The Hong Kong researchers’ process for creating InP/SOI monolithic platform, including bars (top) and membranes (middle), for growing III–V photodetectors (and other devices) on silicon. (i) Patterning of silicon layer on silicon-on-insulator (SOI) wafer. (ii) Patterned bars or membranes are encapsulated by a top-oxide layer. (iii) The top-oxide layer is undercut using a wet-etching method, leaving a gap between the top oxide and the buried insulating oxide layer of the SOI wafer. (iv) InP is grown by lateral epitaxy, in-plane with the silicon device layer. [Image: Z. Yan et al., Light Sci. Appl. 10, 200 (2021), CC-BY 4.0] [Enlarge image]
An “ideal platform” for photonics?
To get around these quandaries, the research team, led by Keu May Lau of the Hong Kong University of Science and Technology, devised a new method to selectively grow the III–V material InP in parallel with the silicon device layer on an SOI wafer. The result, the researchers maintain, is “an ideal InP/SOI platform for implementing photonic functionalities.”

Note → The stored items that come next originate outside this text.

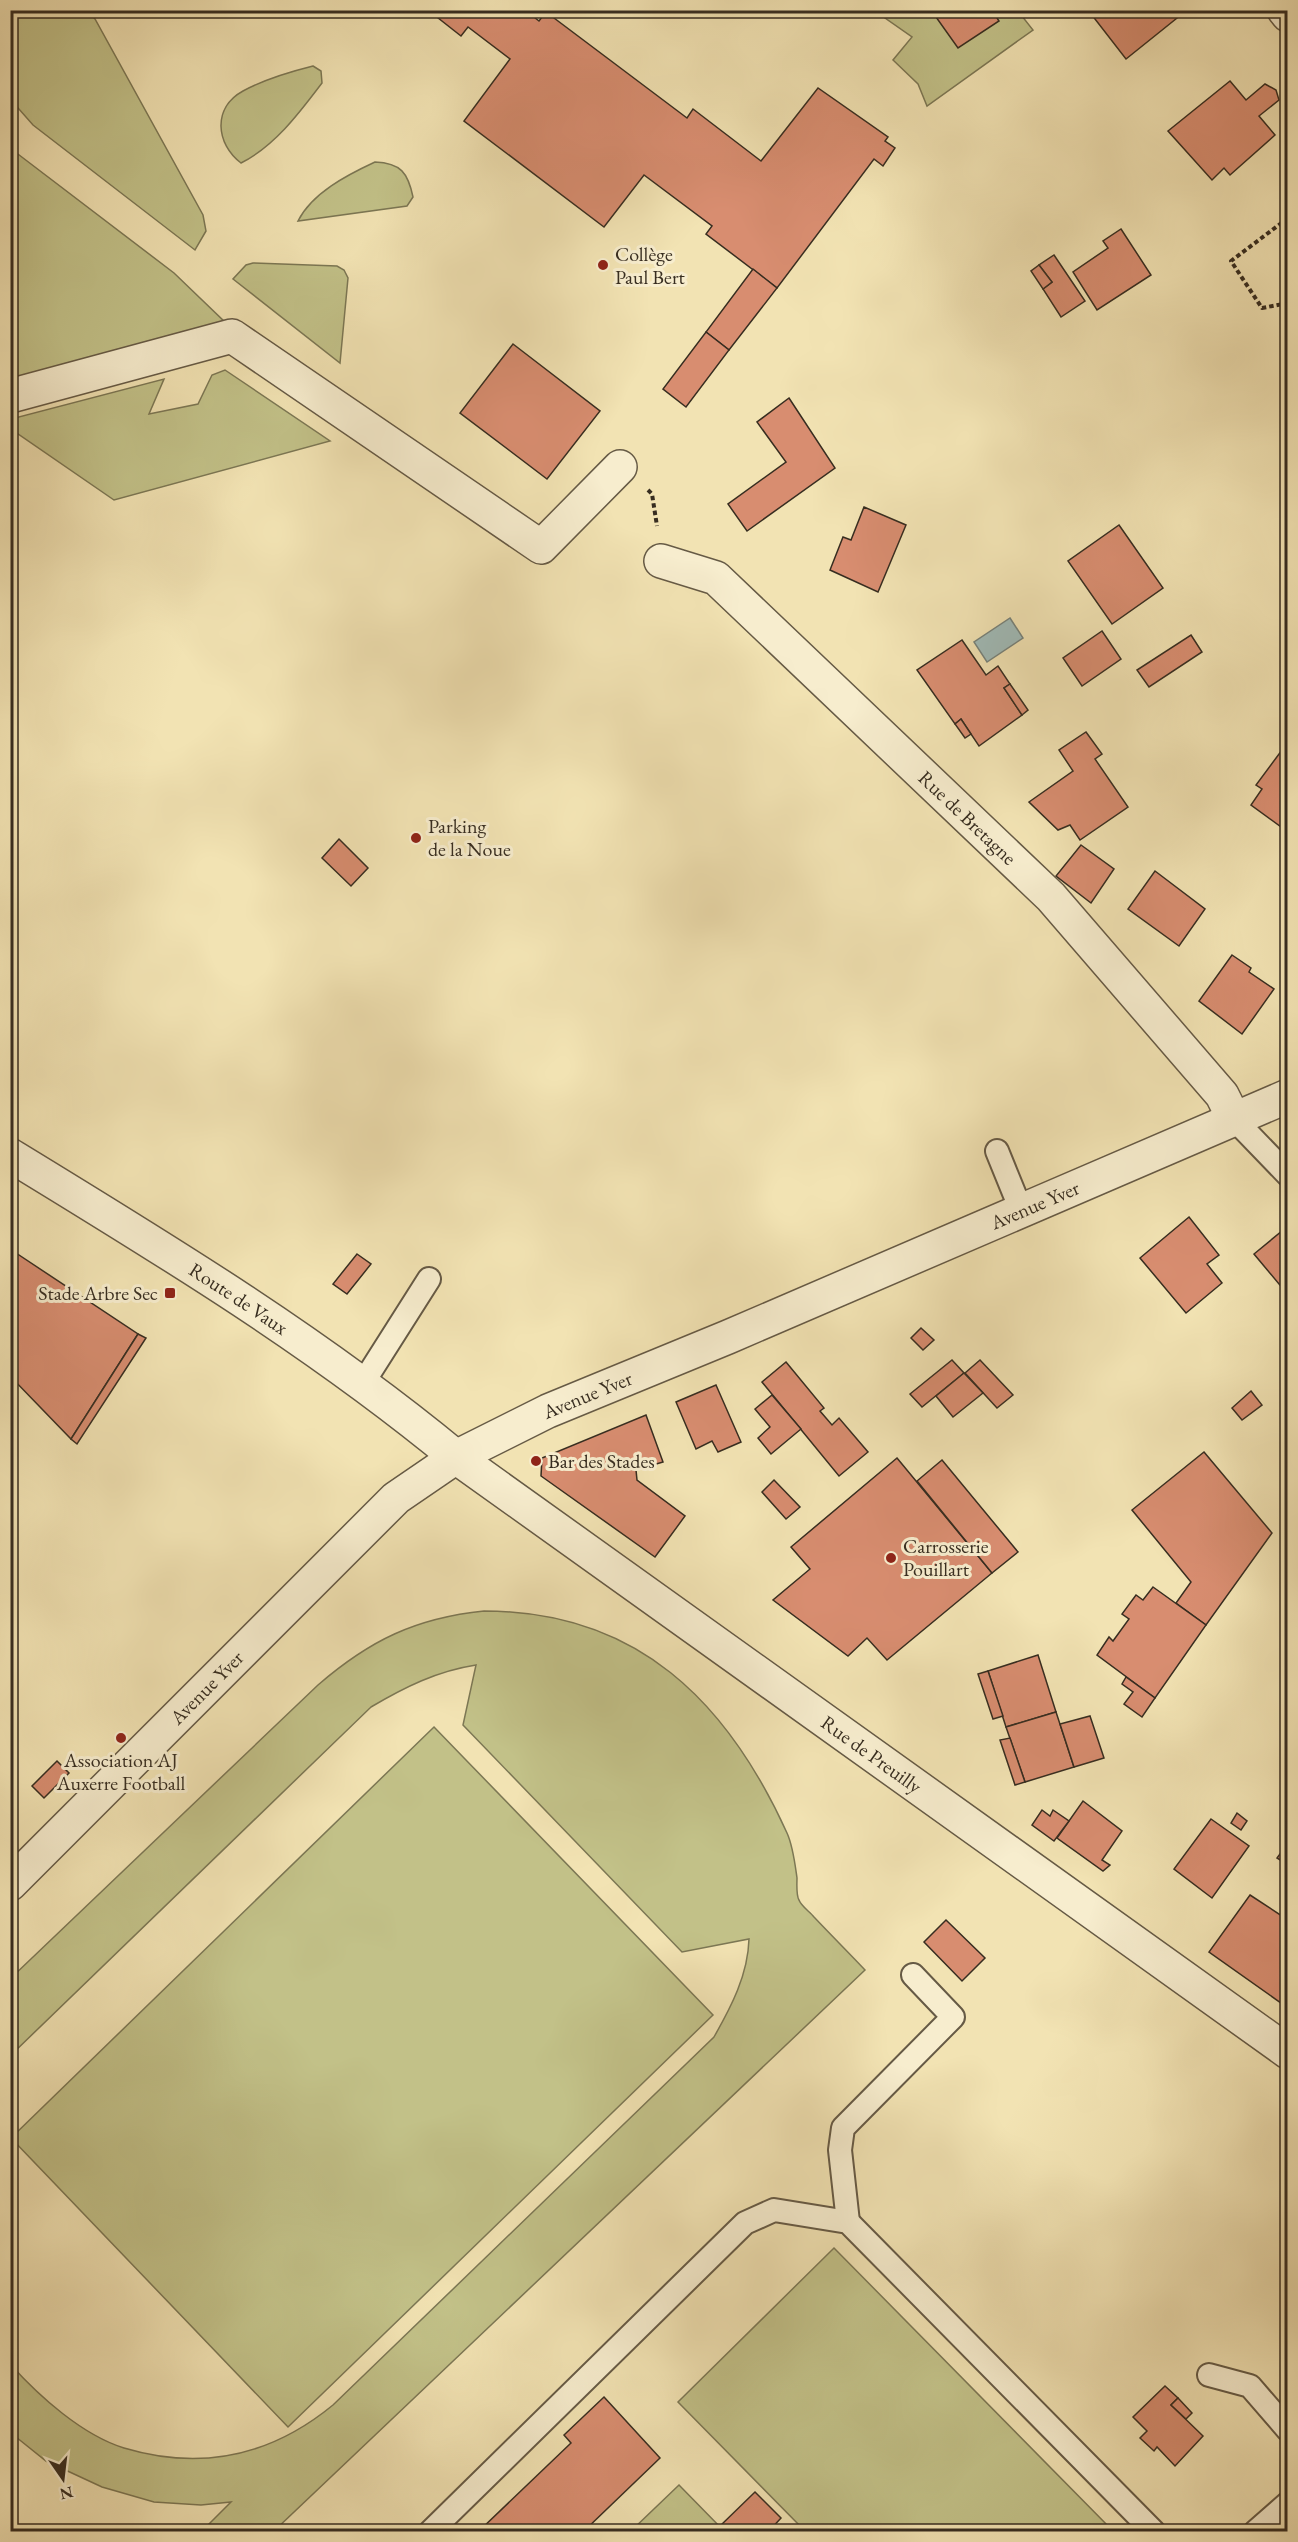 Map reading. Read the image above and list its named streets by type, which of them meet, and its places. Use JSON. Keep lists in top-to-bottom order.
{
  "streets": {
    "street": [
      "Rue de Bretagne",
      "Avenue Yver",
      "Route de Vaux",
      "Rue de Preuilly"
    ]
  },
  "crossings": [
    ["Rue de Bretagne", "Avenue Yver"],
    ["Avenue Yver", "Route de Vaux"],
    ["Avenue Yver", "Rue de Preuilly"],
    ["Route de Vaux", "Rue de Preuilly"]
  ],
  "places": {
    "other": [
      "Collège Paul Bert",
      "Parking de la Noue",
      "Bar des Stades",
      "Carrosserie Pouillart",
      "Association AJ Auxerre Football"
    ],
    "transit": ["Stade Arbre Sec"]
  },
  "north": "bottom"
}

In the team’s approach (laid out in detail in a separate study), the 480-nm-thick silicon layer on the SOI wafer is first patterned into segments, and then encapsulated with a thin layer of oxide. Next, a wet-etching process undercuts the top oxide layer to create trenches beneath it, removing the silicon in selected areas and leaving a gap between the overlying encapsulating oxide and the insulating oxide layer beneath the silicon.

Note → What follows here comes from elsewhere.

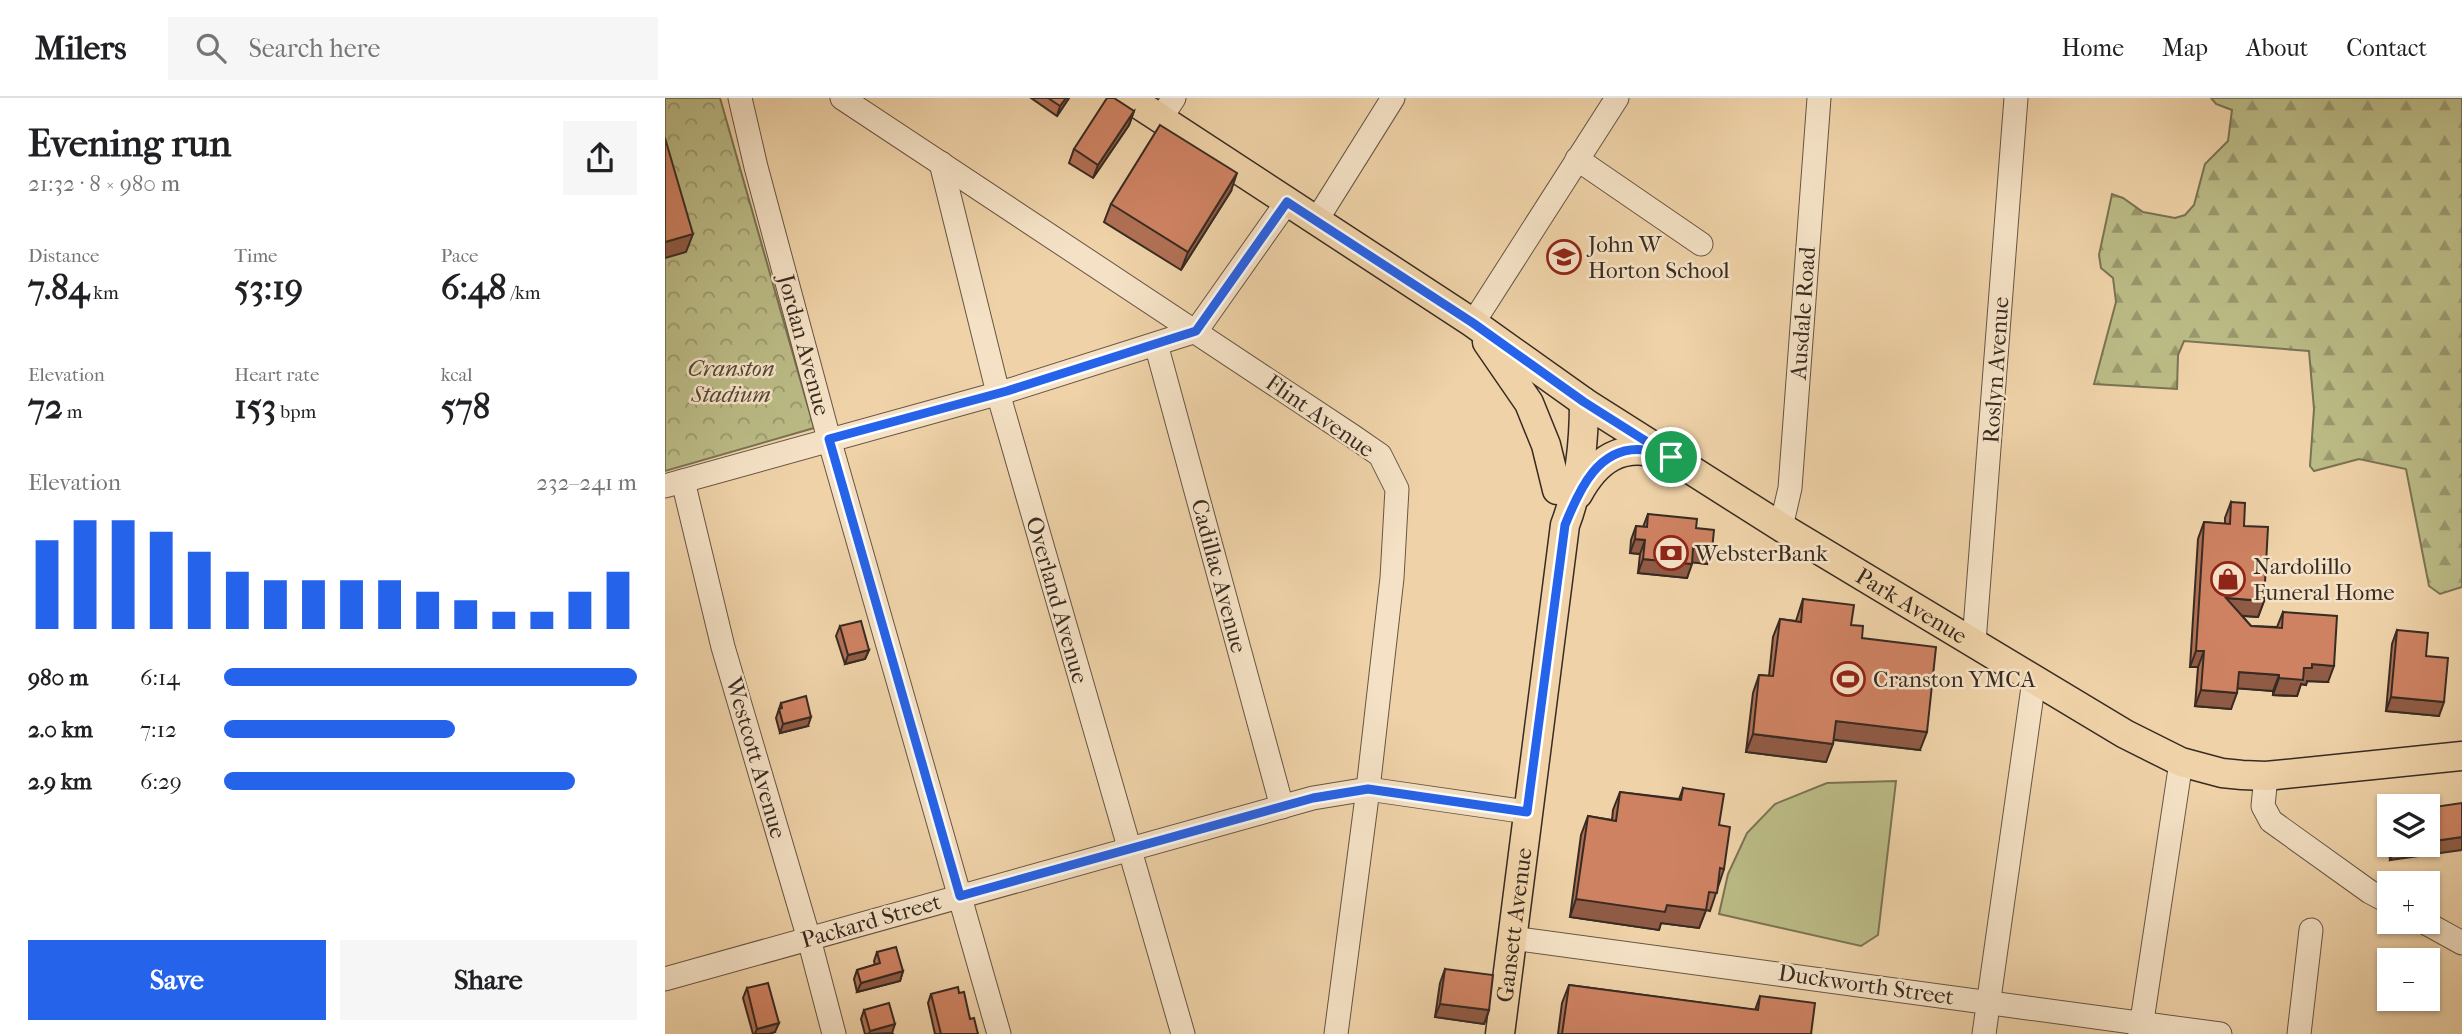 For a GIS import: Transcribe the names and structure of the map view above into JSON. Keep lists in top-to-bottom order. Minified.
{"streets":{"main road":["Park Avenue","Gansett Avenue"],"street":["Ausdale Road","Jordan Avenue","Roslyn Avenue","Flint Avenue","Cadillac Avenue","Overland Avenue","Westcott Avenue","Packard Street","Duckworth Street"]},"crossings":[["Ausdale Road","Park Avenue"],["Jordan Avenue","Packard Street"],["Roslyn Avenue","Park Avenue"],["Flint Avenue","Overland Avenue"],["Flint Avenue","Packard Street"],["Cadillac Avenue","Packard Street"],["Overland Avenue","Packard Street"],["Park Avenue","Gansett Avenue"],["Westcott Avenue","Packard Street"],["Packard Street","Gansett Avenue"],["Gansett Avenue","Duckworth Street"]],"parks":["Cranston Stadium"],"places":{"school or university":["John W Horton School"],"bank":["WebsterBank"],"shop":["Nardolillo Funeral Home"],"sports":["Cranston YMCA"]},"page":{"header":"Milers","search":"Search here","nav":["Home","Map","About","Contact"],"heading":["Evening run","21:32 · 8 × 980 m"],"stats":[["Distance","7.84 km"],["Time","53:19"],["Pace","6:48 /km"],["Elevation","72 m"],["Heart rate","153 bpm"],["kcal","578"]],"chart":["Elevation","232–241 m"],"list":[{"name":"980 m","note":"6:14"},{"name":"2.0 km","note":"7:12"},{"name":"2.9 km","note":"6:29"}],"map_buttons":["+","−"],"buttons":["Save","Share"]}}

InP is then epitaxially grown, in a lateral direction, to fill the gap—creating an “InP-on-insulator” structure directly adjacent to the SOI one. The result, the researchers suggest, is a monolithic platform where InP bars and membranes of various lengths can sit in-plane with the silicon device layer, allowing for smooth light coupling with silicon waveguides while still taking advantage of the superior properties of InP (and other III–V materials) for high-speed photodetection.

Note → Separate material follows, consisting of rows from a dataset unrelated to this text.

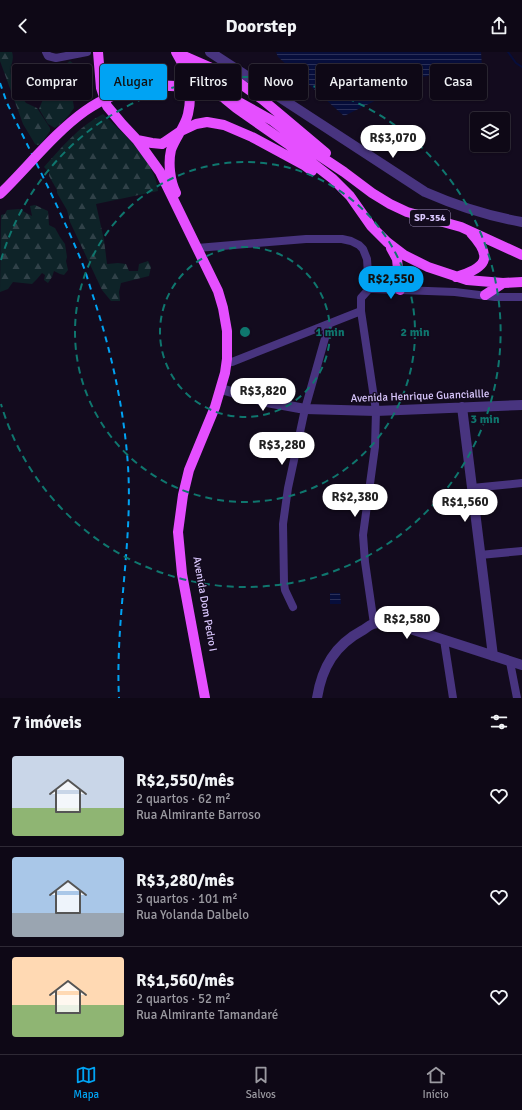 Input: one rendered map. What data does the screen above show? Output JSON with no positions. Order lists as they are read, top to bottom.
{
  "streets": {
    "main road": ["SP-354", "Avenida Dom Pedro I"],
    "street": ["Avenida Henrique Guanciallle"]
  },
  "crossings": [
    ["Avenida Henrique Guanciallle", "Avenida Dom Pedro I"]
  ],
  "page": {
    "header": "Doorstep",
    "chip": [
      "Comprar",
      "Alugar",
      "Filtros",
      "Novo",
      "Apartamento",
      "Casa"
    ],
    "price": [
      "R$3,070",
      "R$2,550",
      "R$3,820",
      "R$3,280",
      "R$2,380",
      "R$1,560",
      "R$2,580"
    ],
    "heading": "7 imóveis",
    "list": [
      {
        "name": "R$2,550/mês",
        "note": "2 quartos · 62 m² · Rua Almirante Barroso"
      },
      {
        "name": "R$3,280/mês",
        "note": "3 quartos · 101 m² · Rua Yolanda Dalbelo"
      },
      {
        "name": "R$1,560/mês",
        "note": "2 quartos · 52 m² · Rua Almirante Tamandaré"
      }
    ],
    "tabs": ["Mapa", "Salvos", "Início"]
  },
  "rings": ["1 min", "2 min", "3 min"]
}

To test out its deposition scheme, the team fashioned photodetectors of a variety of detectors and configurations, using sequences of InP and InGaAs materials, on the monolithic InP/SOI base. The resulting devices, according to the researchers, put together all of the required criteria for high-performance photodetectors in data communications, with a 3-dB bandwidth beyond 40 GHz, high responsivity at telecom wavelengths, a broad operating-wavelength band and a low, 0.55-nA dark current.
The team also numerically simulated the photodetectors’ coupling efficiency with a butt-coupled silicon waveguide. It found that good light coupling between the III–V material and the silicon should be possible—something the researchers hope to demonstrate in future experiments.
The researchers conclude that the photodetectors that their new deposition process has enabled “are qualified candidates for future data communications in Si photonics.” And, they add, “the potential of achieving lasers on this platform further paves the way towards fully integrated Si photonics.”